Work order: The answer is the full listing below, copied exactly, with its pictures omitted.

Provided material:

- - -

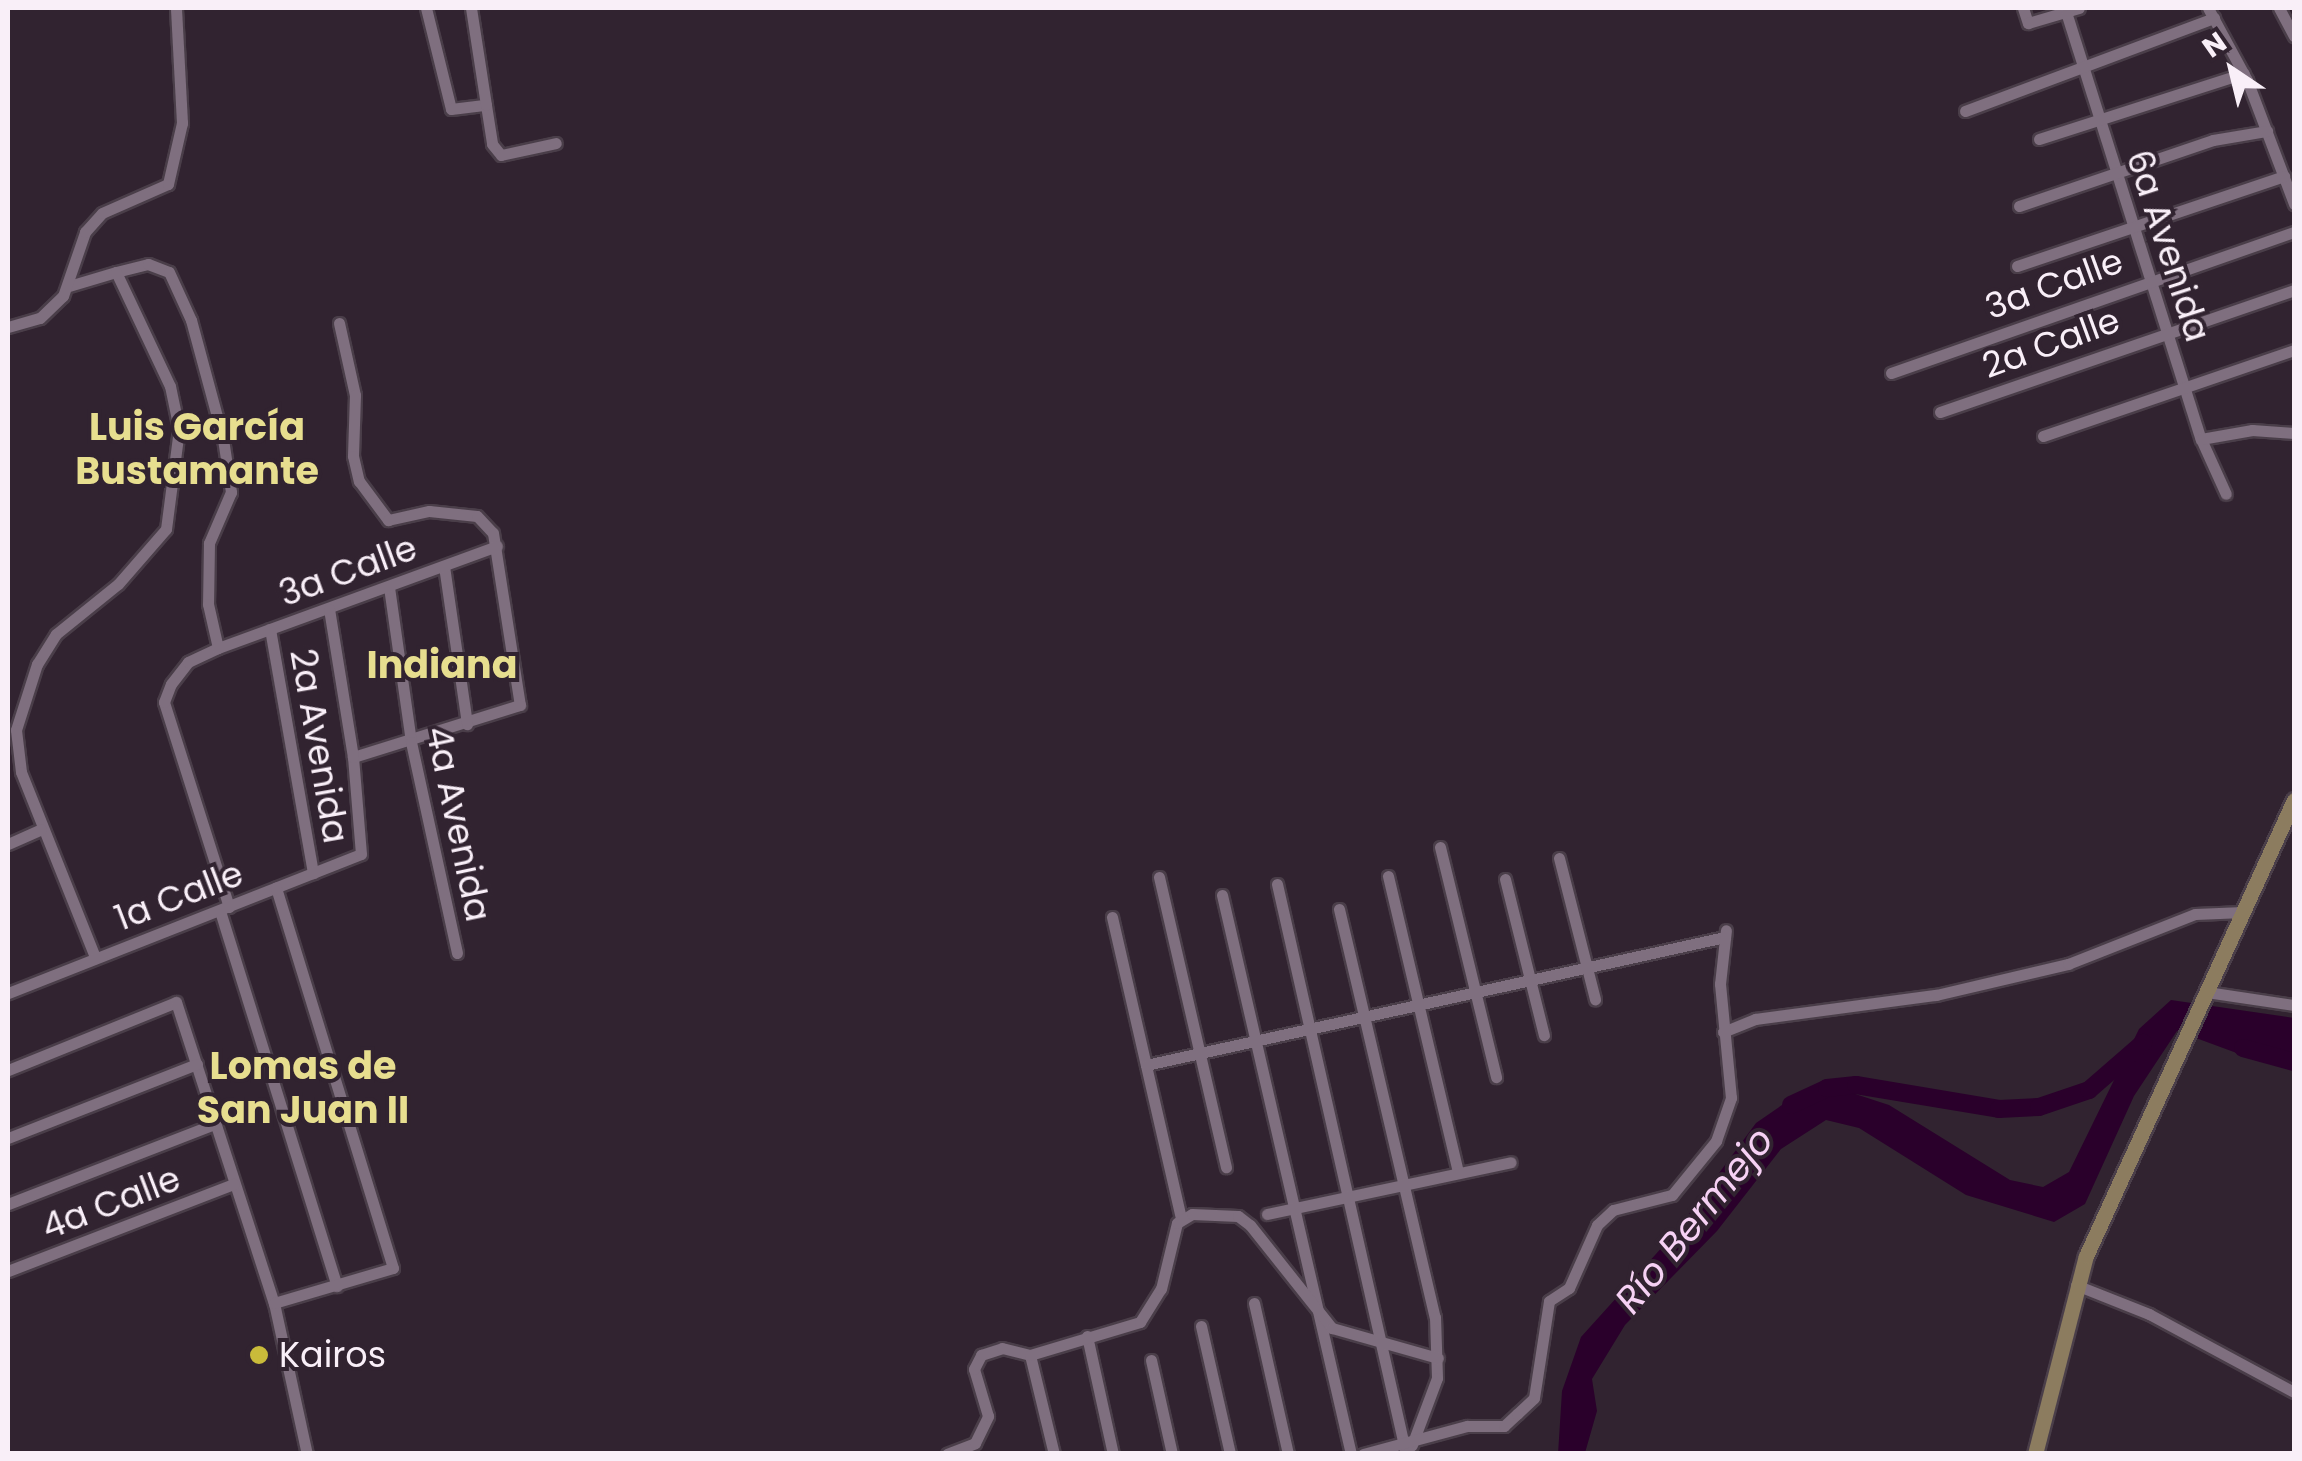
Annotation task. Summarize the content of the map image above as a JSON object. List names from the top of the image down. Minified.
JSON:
{"streets":{"street":["6a Avenida","3a Calle","2a Calle","2a Avenida","4a Avenida","1a Calle","4a Calle"]},"crossings":[["6a Avenida","3a Calle"],["6a Avenida","2a Calle"],["3a Calle","2a Avenida"],["3a Calle","4a Avenida"],["3a Calle","1a Calle"],["2a Avenida","1a Calle"]],"districts":["Luis García Bustamante","Indiana","Lomas de San Juan II"],"water":["Río Bermejo"],"places":["Kairos"],"north":"top left"}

- - -

Solution to this task:
Annotation task. Summarize the content of the map image above as a JSON object. List names from the top of the image down. Minified.
JSON:
{"streets":{"street":["6a Avenida","3a Calle","2a Calle","2a Avenida","4a Avenida","1a Calle","4a Calle"]},"crossings":[["6a Avenida","3a Calle"],["6a Avenida","2a Calle"],["3a Calle","2a Avenida"],["3a Calle","4a Avenida"],["3a Calle","1a Calle"],["2a Avenida","1a Calle"]],"districts":["Luis García Bustamante","Indiana","Lomas de San Juan II"],"water":["Río Bermejo"],"places":["Kairos"],"north":"top left"}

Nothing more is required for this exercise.